Transform Data
Time required: 15 minutes
Prerequisites
You must have:
- Completed the Setup your Development Environment guide
- A workspace repository cloned to your local machine
Overview
A data transform is a layer of logic that reshapes one set of data into another. This is the "T" in ELT. A simple example would be calculating the total amount each customer has spent across all their orders, combining data from two separate source tables into a single clean output.
Meltano uses dbt as its transformation tool. dbt operates on the concept of transforms-as-code, where each transform is defined as a templated SQL file committed to your workspace repository. This means transforms are version-controlled, reviewable, and testable in exactly the same way as your pipeline configuration.
All transform files live under the transforms/models directory of your workspace repository.
Step 1 - Create a source
A dbt source defines the raw database schema that your models will read from. Sources are declared in a YAML file, which tells dbt where to find your tables and which schema to use at runtime.
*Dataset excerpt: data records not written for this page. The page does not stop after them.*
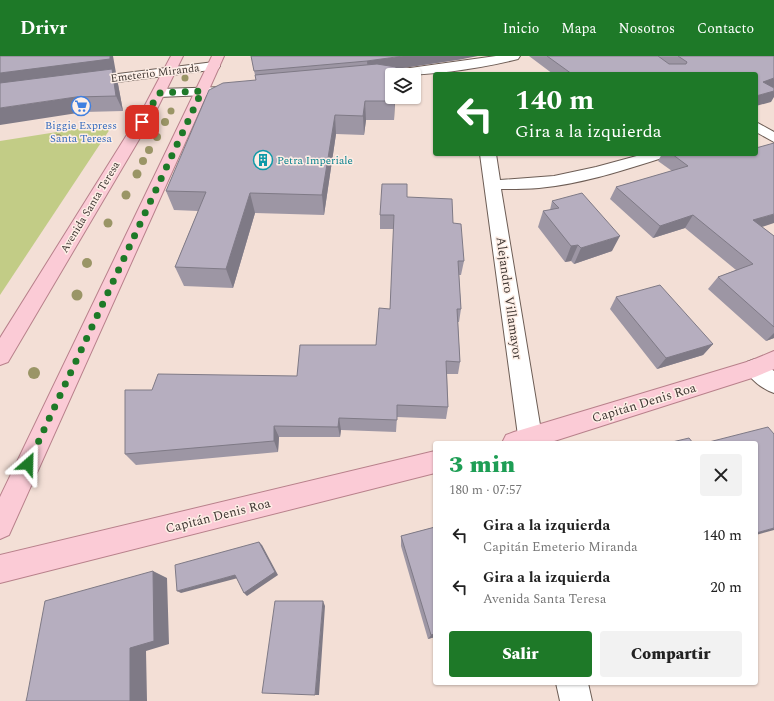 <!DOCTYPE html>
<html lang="es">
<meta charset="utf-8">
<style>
:root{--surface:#fff;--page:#f2f2f2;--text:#222;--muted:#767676;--accent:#1e7928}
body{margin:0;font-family:Spectral,serif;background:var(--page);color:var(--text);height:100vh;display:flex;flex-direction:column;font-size:15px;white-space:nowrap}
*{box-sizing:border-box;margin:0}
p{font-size:13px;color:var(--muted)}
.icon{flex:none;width:22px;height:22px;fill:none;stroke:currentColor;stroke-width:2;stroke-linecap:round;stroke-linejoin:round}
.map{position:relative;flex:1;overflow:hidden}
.sheet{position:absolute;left:433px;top:385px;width:325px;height:244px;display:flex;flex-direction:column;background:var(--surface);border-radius:4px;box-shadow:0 1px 3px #0004}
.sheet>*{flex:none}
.guide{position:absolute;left:433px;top:16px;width:325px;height:84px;border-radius:4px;box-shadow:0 1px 3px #0004;background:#1e7928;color:#fff;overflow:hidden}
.buttons{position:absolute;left:385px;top:12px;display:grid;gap:8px}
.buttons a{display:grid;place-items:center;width:36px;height:36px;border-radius:4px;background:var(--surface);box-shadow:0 1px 3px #0004;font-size:20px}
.pin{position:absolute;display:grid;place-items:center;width:34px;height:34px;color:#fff;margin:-17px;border-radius:8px;box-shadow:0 2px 6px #0006}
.me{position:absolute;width:44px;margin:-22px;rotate:25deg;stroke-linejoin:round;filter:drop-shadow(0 0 3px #0008)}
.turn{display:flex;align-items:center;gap:14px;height:84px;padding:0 16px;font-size:18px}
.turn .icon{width:52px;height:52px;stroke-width:2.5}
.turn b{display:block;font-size:28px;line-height:34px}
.round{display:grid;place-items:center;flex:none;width:42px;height:42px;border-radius:4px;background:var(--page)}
.overview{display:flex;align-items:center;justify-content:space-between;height:68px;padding:0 16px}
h1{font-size:24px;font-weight:800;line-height:30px;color:#1e9e55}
.action{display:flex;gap:8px;margin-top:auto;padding:8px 16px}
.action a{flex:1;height:46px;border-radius:4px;background:var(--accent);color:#fff;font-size:16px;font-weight:800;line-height:46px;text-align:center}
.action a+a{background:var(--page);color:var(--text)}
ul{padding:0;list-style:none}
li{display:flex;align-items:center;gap:12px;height:52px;padding:0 16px}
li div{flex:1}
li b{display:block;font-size:15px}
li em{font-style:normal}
header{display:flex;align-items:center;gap:24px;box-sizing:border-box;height:56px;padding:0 20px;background:var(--accent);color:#fff}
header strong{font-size:19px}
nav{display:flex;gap:22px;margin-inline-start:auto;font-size:14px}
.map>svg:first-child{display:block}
.green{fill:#c2cc86}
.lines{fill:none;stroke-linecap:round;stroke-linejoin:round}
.minor-casing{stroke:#6d5d55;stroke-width:2}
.major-casing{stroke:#b8818b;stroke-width:2}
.minor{fill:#fff;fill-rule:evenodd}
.major{fill:#fbcbd6;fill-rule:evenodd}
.tree{fill:#9a9566}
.wall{fill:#9d96a4}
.shaded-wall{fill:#7f7a86}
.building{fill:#b6aebf;stroke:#7f7a86}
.route{stroke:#1e7928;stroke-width:7;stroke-dasharray:0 12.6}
.labels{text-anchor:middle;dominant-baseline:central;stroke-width:3;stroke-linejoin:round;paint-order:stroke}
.far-street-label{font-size:11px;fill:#403834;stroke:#fdeee6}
.far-shop-label{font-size:11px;fill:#366cbe;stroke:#fdeee6}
.far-culture-label{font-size:11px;fill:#0d838f;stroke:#fdeee6;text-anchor:start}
.street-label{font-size:13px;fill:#403834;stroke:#fdeee6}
</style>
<header>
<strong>Drivr</strong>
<nav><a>Inicio</a><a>Mapa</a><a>Nosotros</a><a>Contacto</a></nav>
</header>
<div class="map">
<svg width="774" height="645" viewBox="0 0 774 645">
<rect width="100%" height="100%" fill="#f3dfd6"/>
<path class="green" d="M114 67 0 239V85Z"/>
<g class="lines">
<g class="minor-casing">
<path id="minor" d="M496 0H520L518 3C477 13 434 19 392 19V23L367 26 361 22 367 18Z
M214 6 218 7 220 10 218 13 86 30 80 26 86 22Z
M225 31 230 32 232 35 230 38 159 41 152 37 159 33Z
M756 66 774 76V86L756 76Z
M480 98H496L500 124 554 120 596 111 644 98H668L665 101C624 114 582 128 539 132 526 133 514 133 501 133L543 387H519Z
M755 303 763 306 774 315V337C762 333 750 323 744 312L747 306Z
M556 627H588L592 645H560Z"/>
</g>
<g class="major-casing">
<path id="major" d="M171 0H183L157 53 8 306 0 309V282L143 53Z
M212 0H224L9 479 0 483V441Z
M774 295V313L755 321 548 387H502L506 379 514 376 750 305Z
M435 395V417L0 527V499Z"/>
</g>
<use href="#minor" class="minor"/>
<use href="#major" class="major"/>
</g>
<g class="tree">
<circle cx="185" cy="22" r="3.5"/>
<circle cx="171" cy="55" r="3.5"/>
<circle cx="165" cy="66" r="4"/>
<circle cx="157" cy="81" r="4"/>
<circle cx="58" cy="82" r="4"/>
<circle cx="149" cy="94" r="4"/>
<circle cx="143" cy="105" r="4"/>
<circle cx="137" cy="118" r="4.5"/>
<circle cx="126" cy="139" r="4.5"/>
<circle cx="108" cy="167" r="4.5"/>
<circle cx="87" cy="207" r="5"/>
<circle cx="77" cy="239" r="5.5"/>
<circle cx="34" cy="317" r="6"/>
</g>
<path class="wall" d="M0 0 116 17 114 18 118 28 123 55 84 56Z
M251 0 463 3 396 13V19L392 41H395L394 64H366L364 79 336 78 324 159 255 157 233 232 184 230 175 211 198 155 174 154 166 135 256 24Z
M529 0H774L771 46 756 18H553Z
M662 98H756L762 171 774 180V282L766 285 708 233 718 221 736 214 685 172 653 182 610 143 616 131 672 115 658 105Z
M407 141 453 167 464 205 461 219H459L461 253 459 266H458L460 306 458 318H447L448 351 446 363 397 361 396 376 341 374 340 381H279L278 396 136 409 125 398 152 334 297 320 376 289 390 253 394 173H380V159Z
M552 145 612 195 574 208 571 205 565 206 538 171 543 155 550 154Z
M616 241 713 288 703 299 657 313 610 253Z
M435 471V581L428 583 401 490V480Z"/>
<path class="shaded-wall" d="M110 0H113L116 17 114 18 118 28 123 55 116 40 0 32V17Z
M403 0H478L463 3 396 13V19L368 17 367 5Z
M774 22V32L763 26Z
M774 35V41L771 46 756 50V40Z
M76 41 84 56 0 69V52Z
M394 41H395L394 64Z
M365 45 366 64 364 79 363 60Z
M335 59 336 78 324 159 322 139Z
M250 137 255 157 233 232 226 213Z
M774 158V167L744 177 753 164Z
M693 159 685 172 653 182 660 170Z
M620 180 612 195 574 208 581 192Z
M578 189 571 205 565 206 571 190Z
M774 277V282L766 285Z
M713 288 703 299 657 313 666 302Z
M339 362 341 374 340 381 338 371Z
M274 370 279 381 278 396 274 385Z
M774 472V474L756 479V477Z
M259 486 262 489 278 519 247 540 244 537Z
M153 515 167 522 169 588 146 595 147 645H130V592Z
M235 519 238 522 181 537 177 535Z
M323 545 325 550 319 639H315Z
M435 578V581L428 583 431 579Z"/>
<path class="building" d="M0 0H110V3L0 17Z
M251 0H403L367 5 254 15Z
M547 0H658L669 8H686L687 6 678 0H774V22L763 26 774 32V35L756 40V18H572Z
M377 8 396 11V19H392V41H394V45H365L363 60 335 59 322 139 250 137 226 213 175 211 206 136 166 135 209 34 223 27 256 24 255 19Z
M112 13 116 40 76 41 0 52V27Z
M774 87V158L753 164 774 180V271L718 221 753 208 693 159 660 170 616 131 688 110 672 98H756V92Z
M382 128H407V141L452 143 453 167 461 168 464 205H458L461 253H457L460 306 446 305 448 351 397 349V364L339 362 338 371 274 370V385L125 398V334H152L158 318 297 320 300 289H376L379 252 390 253 394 159H380Z
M582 137 620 180 581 192 578 189 571 190 543 155 559 152 552 145Z
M660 229 713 288 666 302 616 241Z
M768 371 774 378V472L756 477V387H705Z
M689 382 693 387H668Z
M435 471V578L431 579 401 480Z
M259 486 275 516 244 537 235 519 177 535 175 509Z
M153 515 154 585 130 592V645H26L27 641 45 545Z
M275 545H323L315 639 262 637Z"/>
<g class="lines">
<path class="route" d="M28 408 202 35 159 37 142 66"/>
</g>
<defs>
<g id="supermarket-ring" transform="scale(1)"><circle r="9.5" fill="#fdeee6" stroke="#3f7fe0" stroke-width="1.5"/><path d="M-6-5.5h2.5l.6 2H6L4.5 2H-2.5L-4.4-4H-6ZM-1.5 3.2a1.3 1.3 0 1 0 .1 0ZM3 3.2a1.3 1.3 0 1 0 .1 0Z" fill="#3f7fe0"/></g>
<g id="building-ring" transform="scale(1)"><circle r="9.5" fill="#fdeee6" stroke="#0f9aa8" stroke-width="1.5"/><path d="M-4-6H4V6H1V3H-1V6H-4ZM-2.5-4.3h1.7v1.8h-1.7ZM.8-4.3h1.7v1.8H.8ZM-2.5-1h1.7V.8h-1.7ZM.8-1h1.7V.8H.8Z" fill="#0f9aa8"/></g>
</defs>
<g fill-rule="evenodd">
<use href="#supermarket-ring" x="81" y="50"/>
<use href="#building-ring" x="263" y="104"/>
</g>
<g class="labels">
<g class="far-street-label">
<text transform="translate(155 17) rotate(-7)">Emeterio Miranda</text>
<text transform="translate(90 151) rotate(-59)">Avenida Santa Teresa</text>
</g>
<g class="far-shop-label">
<text x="81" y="69">Biggie Express<tspan x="81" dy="13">Santa Teresa</tspan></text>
</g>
<g class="far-culture-label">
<text x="277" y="104">Petra Imperiale</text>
</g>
<g class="street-label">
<text transform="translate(509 242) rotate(82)">Alejandro Villamayor</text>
<text transform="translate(644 347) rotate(-17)">Capitán Denis Roa</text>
<text transform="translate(218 460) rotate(-14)">Capitán Denis Roa</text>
</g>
</g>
</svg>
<div class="buttons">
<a><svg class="icon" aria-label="layers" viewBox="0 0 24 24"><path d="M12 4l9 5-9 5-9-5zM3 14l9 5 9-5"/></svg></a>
</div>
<div class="pin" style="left:142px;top:66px;background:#d93025"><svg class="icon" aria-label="arrive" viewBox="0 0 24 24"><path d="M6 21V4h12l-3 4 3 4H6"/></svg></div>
<svg class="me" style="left:28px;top:408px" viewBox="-20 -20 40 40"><path d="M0-17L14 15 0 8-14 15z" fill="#1e7928" stroke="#fff" stroke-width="4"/></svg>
<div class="guide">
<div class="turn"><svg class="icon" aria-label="left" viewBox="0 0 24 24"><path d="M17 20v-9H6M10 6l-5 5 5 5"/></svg><div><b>140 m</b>Gira a la izquierda</div></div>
</div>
<section class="sheet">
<div class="overview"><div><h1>3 min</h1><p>180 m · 07:57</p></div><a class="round"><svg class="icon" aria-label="close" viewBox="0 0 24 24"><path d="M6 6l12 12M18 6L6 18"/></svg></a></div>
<ul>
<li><svg class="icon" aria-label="left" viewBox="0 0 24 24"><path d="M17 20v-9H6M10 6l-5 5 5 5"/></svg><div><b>Gira a la izquierda</b><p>Capitán Emeterio Miranda</p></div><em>140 m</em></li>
<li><svg class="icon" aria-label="left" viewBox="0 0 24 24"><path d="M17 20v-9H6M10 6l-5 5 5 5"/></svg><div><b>Gira a la izquierda</b><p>Avenida Santa Teresa</p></div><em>20 m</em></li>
</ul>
<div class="action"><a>Salir</a><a>Compartir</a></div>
</section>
</div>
Create a file such as my_source.yml under transforms/models:
version: 2
sources:
- name: my_source
schema: "{{ env_var('DBT_SOURCE_SCHEMA') }}"
tables:
- name: customers
- name: orders
The env_var function pulls the schema name from an environment variable at runtime, so you can point the same model at different schemas across your dev, staging, and prod environments without changing the file.
For the full list of source properties, see the dbt source properties reference.
Step 2 - Create a model
A dbt model defines a database table that dbt creates and keeps up to date. Each model is a single SQL file that selects and transforms data from your sources.
Create a file such as my_model.sql under transforms/models:
{{ config(materialized='table') }}
with customers as (
select * from {{ source('my_source', 'customers') }}
),
orders as (
select * from {{ source('my_source', 'orders') }}
),
final as (
select
c.id,
c.name,
SUM(o.product_price * o.quantity) as total_spend
from customers c
join orders o on o.customer_id = c.id
group by c.id, c.name
order by total_spend desc
)
select * from final
The {{ config(materialized='table') }} block at the top tells dbt to create a physical table in your data store each time the model runs. The {{ source(...) }} references connect the model to the source tables defined in the previous step.
For a full reference of dbt Jinja functions available in models, see the dbt Jinja functions docs.
Step 3 - Run your models
dbt models require the source tables to exist before they can run. If the raw data is not yet in your data store, you will need to run your data import locally first.
Once the source data is in place, install and run dbt from your workspace directory:
# Install the dbt transformer plugin
meltano install transformer dbt
# Run all dbt models in the project
meltano invoke dbt run
For the full set of dbt run options, see the dbt run reference.
When a pipeline that includes dbt is run in the Meltano platform, all models in the project are executed automatically as part of that pipeline run. You do not need to trigger dbt separately.